Hands-on history: exploring new methodologies for media history research

8—10 February 2016, Geological Society, London (can also be viewed at http://tinyurl.com/HandsOn16)

Confirmed keynote speakers: * Prof. Susan J. Douglas (Professor of Communication Studies, University of Michigan) * Dr. Gerard Alberts (Associate Professor of the History of Mathematics and Computing, University of Amsterdam) “Media Scholars and Amateurs of All Countries and Disciplines, Hands-on!”


* Recent years have witnessed a growing turn to experimental historical research in the history of media technologies. In addition to archival investigation and oral history interviews, historians and enthusiasts are increasingly uncovering histories of technology through hands-on exercises in simulation and re-enactment. Equipment lovingly restored by amateurs, or preserved by national heritage collections, is being placed in the hands of the people who once operated it, provoking a new and rich flood of memories.
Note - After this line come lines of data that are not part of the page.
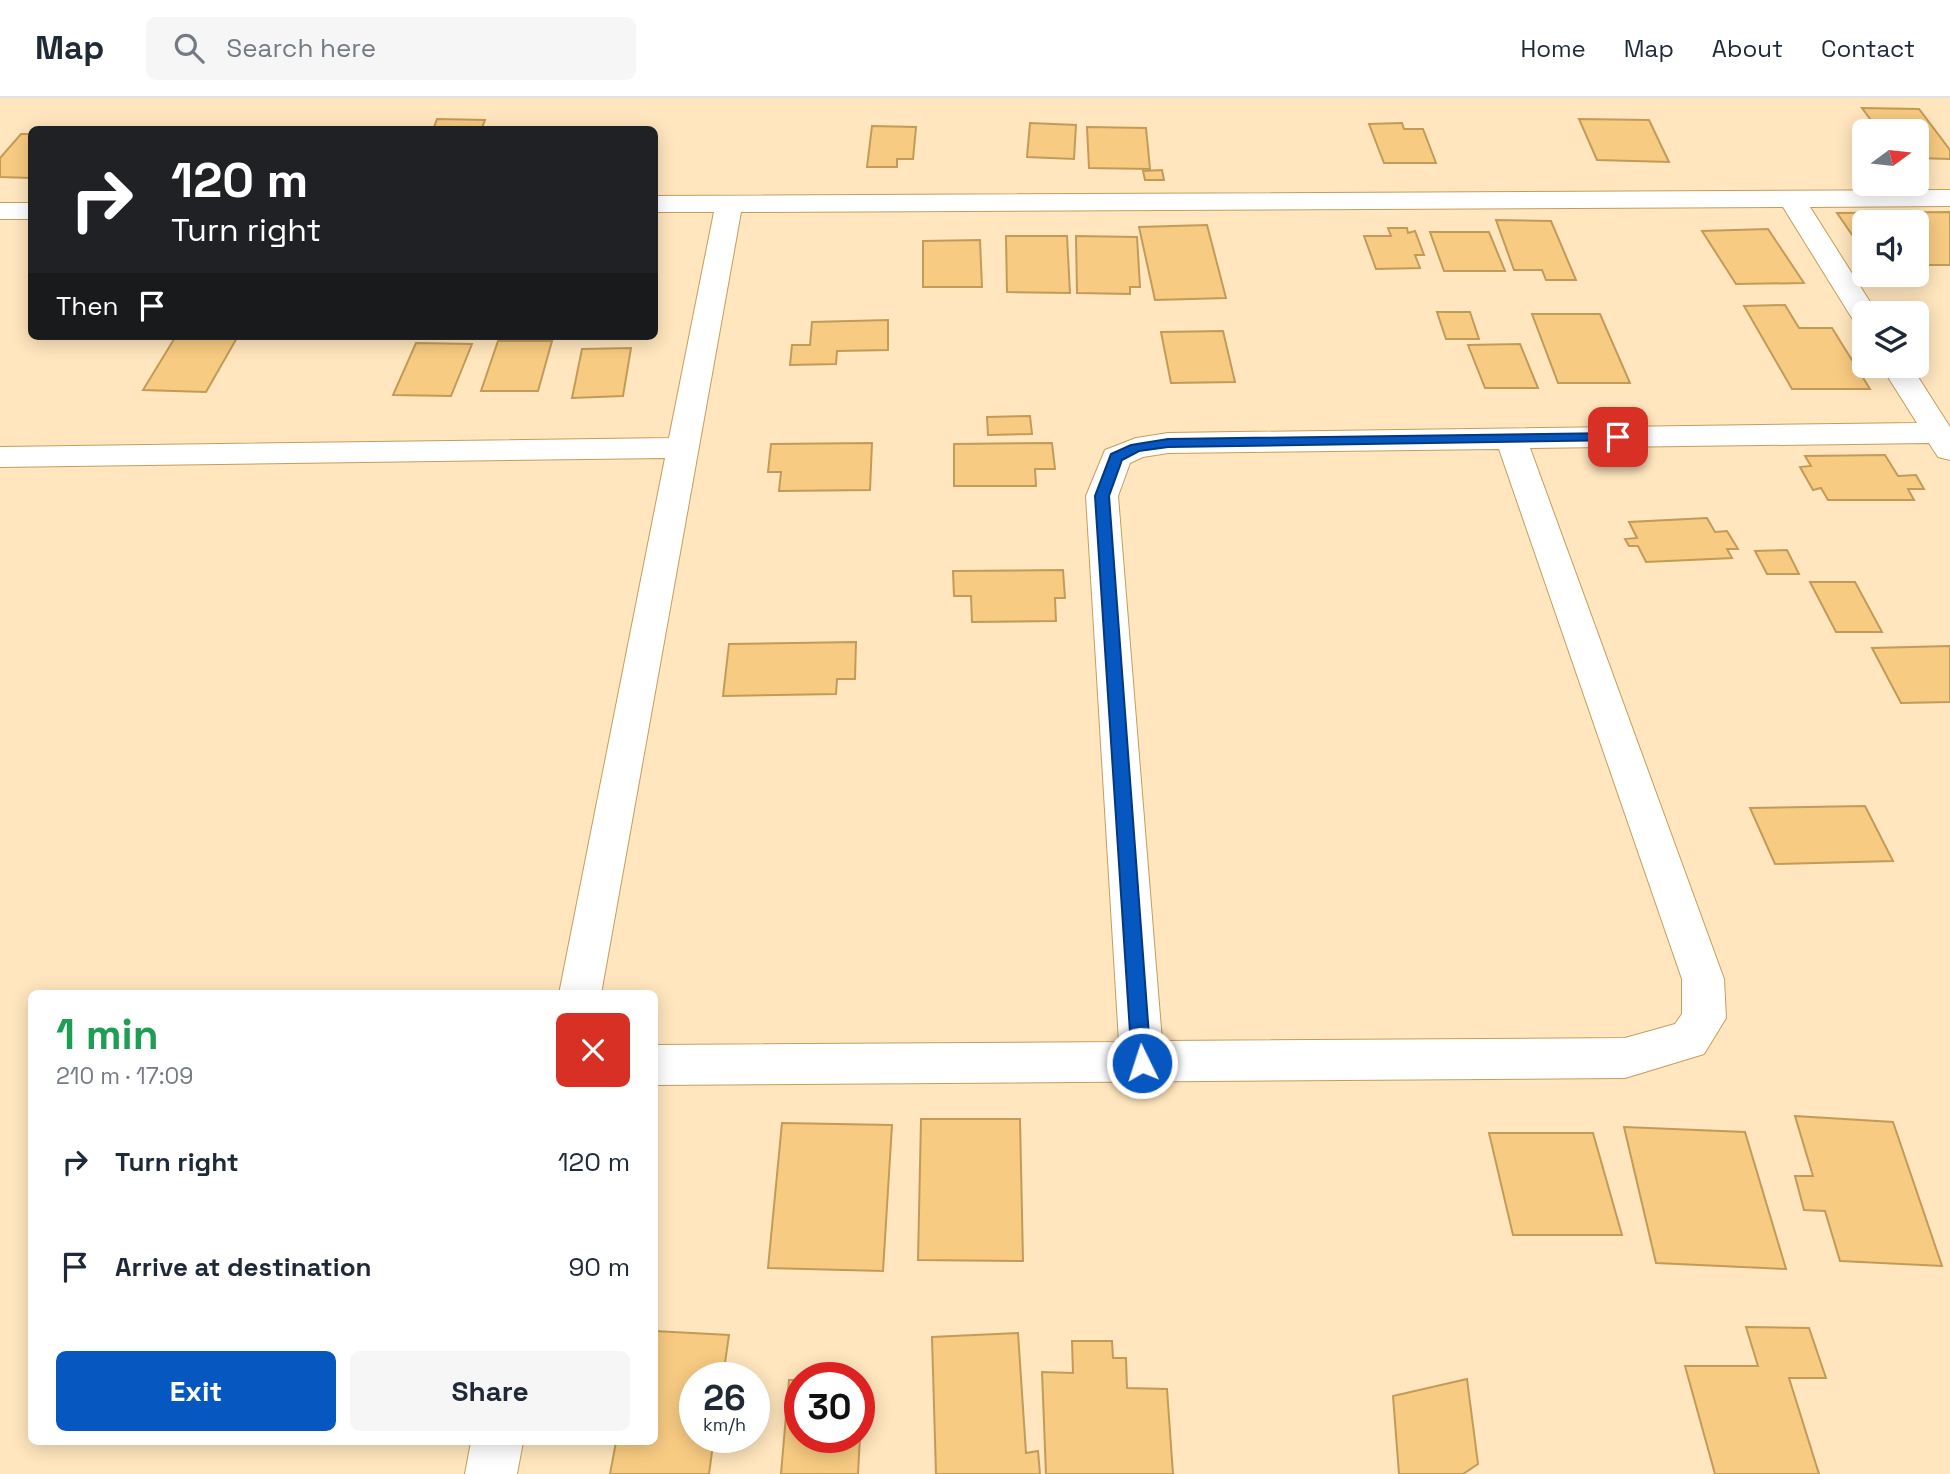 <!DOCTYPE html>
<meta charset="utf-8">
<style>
body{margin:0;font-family:"Space Grotesk",sans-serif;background:#f6f6f7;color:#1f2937;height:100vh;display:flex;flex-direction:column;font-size:26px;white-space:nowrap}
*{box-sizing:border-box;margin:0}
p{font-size:23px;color:#747a83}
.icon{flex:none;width:38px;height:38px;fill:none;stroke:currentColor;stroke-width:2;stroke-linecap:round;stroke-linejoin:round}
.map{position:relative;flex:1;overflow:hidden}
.details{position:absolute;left:28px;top:892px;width:630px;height:455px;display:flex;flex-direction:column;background:#fff;border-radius:10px;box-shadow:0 4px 18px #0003}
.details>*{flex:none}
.guide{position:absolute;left:28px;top:28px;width:630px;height:214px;border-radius:10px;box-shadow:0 4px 18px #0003;background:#202124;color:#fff;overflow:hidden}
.needle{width:46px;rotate:75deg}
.fabs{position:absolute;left:1852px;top:21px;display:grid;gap:14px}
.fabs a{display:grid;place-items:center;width:77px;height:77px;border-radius:10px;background:#fff;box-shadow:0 4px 18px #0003;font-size:35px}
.speed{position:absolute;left:679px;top:1264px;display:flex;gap:14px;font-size:35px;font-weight:700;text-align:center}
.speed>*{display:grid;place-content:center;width:91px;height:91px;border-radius:50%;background:#fff;box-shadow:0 4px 18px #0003;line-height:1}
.speed small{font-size:18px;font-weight:400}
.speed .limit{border:10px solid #d22;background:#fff;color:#111}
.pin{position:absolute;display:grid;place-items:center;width:60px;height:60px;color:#fff;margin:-30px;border-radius:14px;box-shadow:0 4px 10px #0006}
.me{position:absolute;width:77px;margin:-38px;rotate:356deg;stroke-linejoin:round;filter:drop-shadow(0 0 5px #0008)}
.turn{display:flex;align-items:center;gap:24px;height:147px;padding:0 28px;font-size:32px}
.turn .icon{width:91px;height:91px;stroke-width:2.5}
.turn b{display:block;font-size:49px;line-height:60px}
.then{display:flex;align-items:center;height:66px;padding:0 28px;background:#0003;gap:14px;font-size:26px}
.round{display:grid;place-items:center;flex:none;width:74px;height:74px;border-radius:10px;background:#f6f6f7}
.head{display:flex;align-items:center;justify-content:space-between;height:119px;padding:0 28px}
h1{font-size:42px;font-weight:700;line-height:52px;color:#1e9e55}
.cta{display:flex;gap:14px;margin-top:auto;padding:14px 28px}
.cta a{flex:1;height:80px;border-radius:10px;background:#0757c1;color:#fff;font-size:28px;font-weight:700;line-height:80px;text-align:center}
.cta a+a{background:#f6f6f7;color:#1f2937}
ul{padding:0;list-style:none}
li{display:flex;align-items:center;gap:21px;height:105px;padding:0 28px}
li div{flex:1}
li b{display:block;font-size:26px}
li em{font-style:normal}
header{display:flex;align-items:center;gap:42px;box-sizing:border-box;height:98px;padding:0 35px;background:#fff;border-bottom:2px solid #e0e1e3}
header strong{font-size:33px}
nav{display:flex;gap:38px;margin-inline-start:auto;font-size:24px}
.search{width:490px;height:63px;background:#f6f6f7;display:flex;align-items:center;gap:18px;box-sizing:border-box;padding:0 24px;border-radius:10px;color:#747a83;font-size:26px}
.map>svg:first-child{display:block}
.building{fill:#f8cb82;stroke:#c39b58;stroke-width:2}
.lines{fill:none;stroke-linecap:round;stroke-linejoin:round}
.minor-casing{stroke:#c59d5a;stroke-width:2}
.minor{fill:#fff;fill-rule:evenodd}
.route{fill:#0757c1;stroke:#05397d;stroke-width:2}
</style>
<header>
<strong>Map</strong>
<div class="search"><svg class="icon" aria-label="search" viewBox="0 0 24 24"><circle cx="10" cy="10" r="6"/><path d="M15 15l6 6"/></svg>Search here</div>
<nav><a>Home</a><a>Map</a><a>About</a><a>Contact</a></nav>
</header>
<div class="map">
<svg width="1950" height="1376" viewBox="0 0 1950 1376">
<rect width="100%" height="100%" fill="#ffe6be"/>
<g class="building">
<path d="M 1862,10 L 1919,11 L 1950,52 L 1950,61 L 1916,60 L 1916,33 L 1879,33 Z"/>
<path d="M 437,21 L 485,22 L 481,32 L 433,32 Z"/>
<path d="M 1579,21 L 1649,22 L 1669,64 L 1597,62 Z"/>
<path d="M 1030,25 L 1076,27 L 1074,61 L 1027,59 Z"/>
<path d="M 1402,25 L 1404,31 L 1423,31 L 1436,65 L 1384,65 L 1369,26 Z"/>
<path d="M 872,28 L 916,29 L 913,61 L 897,61 L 897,69 L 867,69 Z"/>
<path d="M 1087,29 L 1146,30 L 1150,71 L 1089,70 Z"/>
<path d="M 21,36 L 32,36 L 32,80 L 0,79 L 0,60 Z"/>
<path d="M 1162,72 L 1164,82 L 1145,82 L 1143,73 Z"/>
<path d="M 1950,114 L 1950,167 L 1916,167 L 1916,124 L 1864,124 L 1864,154 L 1837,115 Z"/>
<path d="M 1496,122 L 1551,123 L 1576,182 L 1546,182 L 1542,172 L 1514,172 Z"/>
<path d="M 1207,127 L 1226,200 L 1155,202 L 1139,129 Z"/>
<path d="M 1388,130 L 1407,130 L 1408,135 L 1415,133 L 1424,157 L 1415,157 L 1420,170 L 1376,171 L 1364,138 L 1391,138 Z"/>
<path d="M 1768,131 L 1804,185 L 1736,186 L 1702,133 Z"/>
<path d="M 1430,134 L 1489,134 L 1505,173 L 1444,173 Z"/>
<path d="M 1006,138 L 1067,138 L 1070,195 L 1007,194 Z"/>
<path d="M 1076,138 L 1137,139 L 1140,189 L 1130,189 L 1130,196 L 1077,195 Z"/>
<path d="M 980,142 L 982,189 L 923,189 L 923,143 Z"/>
<path d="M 1785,207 L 1799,230 L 1832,230 L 1870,291 L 1792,291 L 1744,208 Z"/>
<path d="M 1437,214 L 1470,214 L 1479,241 L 1446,241 Z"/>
<path d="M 1532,216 L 1600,216 L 1630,285 L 1558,285 Z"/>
<path d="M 888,222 L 888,252 L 837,253 L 836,266 L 790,267 L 792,247 L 810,247 L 812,224 Z"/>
<path d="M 1223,233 L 1235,284 L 1171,285 L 1161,234 Z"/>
<path d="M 176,238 L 238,238 L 206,294 L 143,292 Z"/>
<path d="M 498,243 L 552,243 L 538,293 L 481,293 Z"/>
<path d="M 416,245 L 472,246 L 451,298 L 393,297 Z"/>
<path d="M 1520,246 L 1538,290 L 1485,290 L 1468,247 Z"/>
<path d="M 631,250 L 623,298 L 572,300 L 582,251 Z"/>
<path d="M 1030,318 L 1032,336 L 988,337 L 987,319 Z"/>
<path d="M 872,345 L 870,392 L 779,393 L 781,374 L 768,374 L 771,346 Z"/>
<path d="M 1052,345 L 1055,371 L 1035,371 L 1036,388 L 954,388 L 954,346 Z"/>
<path d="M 1885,357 L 1898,378 L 1916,377 L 1924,391 L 1908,391 L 1914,402 L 1828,402 L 1821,390 L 1813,392 L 1800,369 L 1811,368 L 1805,358 Z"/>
<path d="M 1707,420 L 1715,434 L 1727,433 L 1738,451 L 1727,451 L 1732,460 L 1646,464 L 1638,448 L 1629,448 L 1625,441 L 1637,440 L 1629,424 Z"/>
<path d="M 1787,452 L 1799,476 L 1767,476 L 1755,453 Z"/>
<path d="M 1063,472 L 1065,500 L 1055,500 L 1056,523 L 972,524 L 971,498 L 954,498 L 953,473 Z"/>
<path d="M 1810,484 L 1855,484 L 1882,534 L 1836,534 Z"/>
<path d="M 856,544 L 855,581 L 837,581 L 836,596 L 723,598 L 729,546 Z"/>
<path d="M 1950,548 L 1950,604 L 1901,605 L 1872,550 Z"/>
<path d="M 1865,708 L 1893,763 L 1775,766 L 1750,710 Z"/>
<path d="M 1795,1018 L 1893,1024 L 1942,1168 L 1840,1163 L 1825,1113 L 1804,1112 L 1795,1078 L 1813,1078 Z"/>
<path d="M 921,1021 L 1020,1021 L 1023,1163 L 918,1162 Z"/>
<path d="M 782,1025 L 892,1027 L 883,1173 L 768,1170 Z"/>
<path d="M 1624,1029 L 1745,1034 L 1786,1171 L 1656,1165 Z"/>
<path d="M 1489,1035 L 1593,1035 L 1622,1137 L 1513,1137 Z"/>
<path d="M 1746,1229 L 1809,1230 L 1826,1280 L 1789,1280 L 1819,1376 L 1715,1376 L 1685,1268 L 1758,1268 Z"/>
<path d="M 654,1233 L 729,1237 L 723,1279 L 695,1279 L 695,1339 L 714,1339 L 709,1376 L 610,1376 L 616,1344 L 654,1344 Z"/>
<path d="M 1018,1235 L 1026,1355 L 1038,1353 L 1040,1376 L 936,1376 L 932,1239 Z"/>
<path d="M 1072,1243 L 1112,1243 L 1113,1260 L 1126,1260 L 1127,1290 L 1167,1291 L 1173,1376 L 1046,1376 L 1042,1274 L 1073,1275 Z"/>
<path d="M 1467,1281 L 1478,1366 L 1463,1376 L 1399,1376 L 1393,1298 Z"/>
<path d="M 789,1282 L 800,1282 L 800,1339 L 859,1339 L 859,1283 L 863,1283 L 858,1376 L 781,1376 Z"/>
</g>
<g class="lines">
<defs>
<g id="minor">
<path d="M 1950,92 L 1950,108 L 1810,109 L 1877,215 L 1864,215 L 1864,226 L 1854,223 L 1850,217 L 1783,109 L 741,114 L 601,896 L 559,896 L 665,360 L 0,369 L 0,349 L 669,340 L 714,114 L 654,114 L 654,98 Z"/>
<rect x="0" y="105" width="32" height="16"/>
<path d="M 1881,268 L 1911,268 L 1950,329 L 1950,362 L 1938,359 L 1929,345 L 1530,350 L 1724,881 L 1726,920 L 1704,956 L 1625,980 L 654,987 L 654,947 L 1119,944 L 1086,398 L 1105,352 L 1136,340 L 1168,335 L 1917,325 ZM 1499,351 L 1682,881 L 1682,916 L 1675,926 L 1625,940 L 1162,943 L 1118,398 L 1130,365 L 1143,359 L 1168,355 Z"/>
<path d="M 471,1344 L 523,1344 L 517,1376 L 465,1376 Z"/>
</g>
</defs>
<use href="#minor" class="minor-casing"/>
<use href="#minor" class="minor"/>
</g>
<path class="route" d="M 1618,335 L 1625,339 L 1623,342 L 1168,349 L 1139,353 L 1122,362 L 1109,398 L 1151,965 L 1148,971 L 1142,973 L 1135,971 L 1132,965 L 1095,398 L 1111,356 L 1131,347 L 1168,341 Z"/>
</svg>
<div class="fabs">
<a><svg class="needle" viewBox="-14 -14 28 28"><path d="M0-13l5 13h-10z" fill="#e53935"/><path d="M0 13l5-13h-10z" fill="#747a83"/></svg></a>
<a><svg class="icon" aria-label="sound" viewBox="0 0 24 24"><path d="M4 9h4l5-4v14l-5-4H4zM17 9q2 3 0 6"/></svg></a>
<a><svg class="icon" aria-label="layers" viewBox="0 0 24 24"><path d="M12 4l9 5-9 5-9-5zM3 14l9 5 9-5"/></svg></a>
</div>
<div class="speed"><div>26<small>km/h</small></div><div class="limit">30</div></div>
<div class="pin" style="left:1618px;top:339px;background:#d93025"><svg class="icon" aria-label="arrive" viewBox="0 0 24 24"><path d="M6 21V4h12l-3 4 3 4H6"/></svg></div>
<svg class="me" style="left:1142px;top:965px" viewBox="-20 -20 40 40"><circle r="17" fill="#0757c1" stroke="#fff" stroke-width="3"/><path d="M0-11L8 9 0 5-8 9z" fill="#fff"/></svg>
<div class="guide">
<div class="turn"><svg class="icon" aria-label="right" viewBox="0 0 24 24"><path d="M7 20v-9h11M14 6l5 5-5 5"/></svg><div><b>120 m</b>Turn right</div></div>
<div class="then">Then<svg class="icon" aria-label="arrive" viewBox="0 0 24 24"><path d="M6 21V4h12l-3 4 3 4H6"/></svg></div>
</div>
<section class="details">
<div class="head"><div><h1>1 min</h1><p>210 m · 17:09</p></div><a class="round" style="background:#d93025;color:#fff"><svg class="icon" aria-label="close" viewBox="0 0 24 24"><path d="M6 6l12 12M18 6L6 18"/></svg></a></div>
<ul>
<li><svg class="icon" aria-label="right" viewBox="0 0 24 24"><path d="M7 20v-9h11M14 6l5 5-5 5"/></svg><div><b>Turn right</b></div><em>120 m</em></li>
<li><svg class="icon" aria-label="arrive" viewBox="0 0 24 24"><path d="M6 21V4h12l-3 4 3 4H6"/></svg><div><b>Arrive at destination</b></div><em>90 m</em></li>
</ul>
<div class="cta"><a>Exit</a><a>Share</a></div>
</section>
</div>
The turn to experimental research raises profound methodological questions. The unreliability of narrative memory is well proven, but what do we know about the limits of haptic and tactile memory? To what extent is it possible to elicit useful memories of technological arrays when parts of those arrays are missing or non-functional? How do the owners of old equipment shape the historical narratives which are stimulated by their collections?

Hands-On History is a colloquium designed to facilitate discussion of these issues between historians, users, curators and archivists (amateur and professional) who are making use of and taking part in these historical enquiries. In addition to a series of keynote presentations by leading scholars in the field, the event will also include stimulating workshops on specific focus areas. While the focus of the event will be on media technologies, broadly defined, we invite contributions from other areas of technology and from other academic disciplines. This colloquium aims to make a decisive intervention in this emerging area of academic interest. It is part of the ADAPT project, a European Research Council funded project investigating the history of television production technologies through hands-on simulations. Research conducted by ADAPT will form a key case study for the colloquium.

In order to facilitate productive discussion, numbers will be limited. It is expected that papers presented will form the basis of an edited collection focused on hands-on historical research. We invite proposals for research presentations, panel discussions, and historical equipment demonstrations. Presentations may take whatever format is most appropriate, and we welcome approaches which deviate from the traditional 20 minute lecture.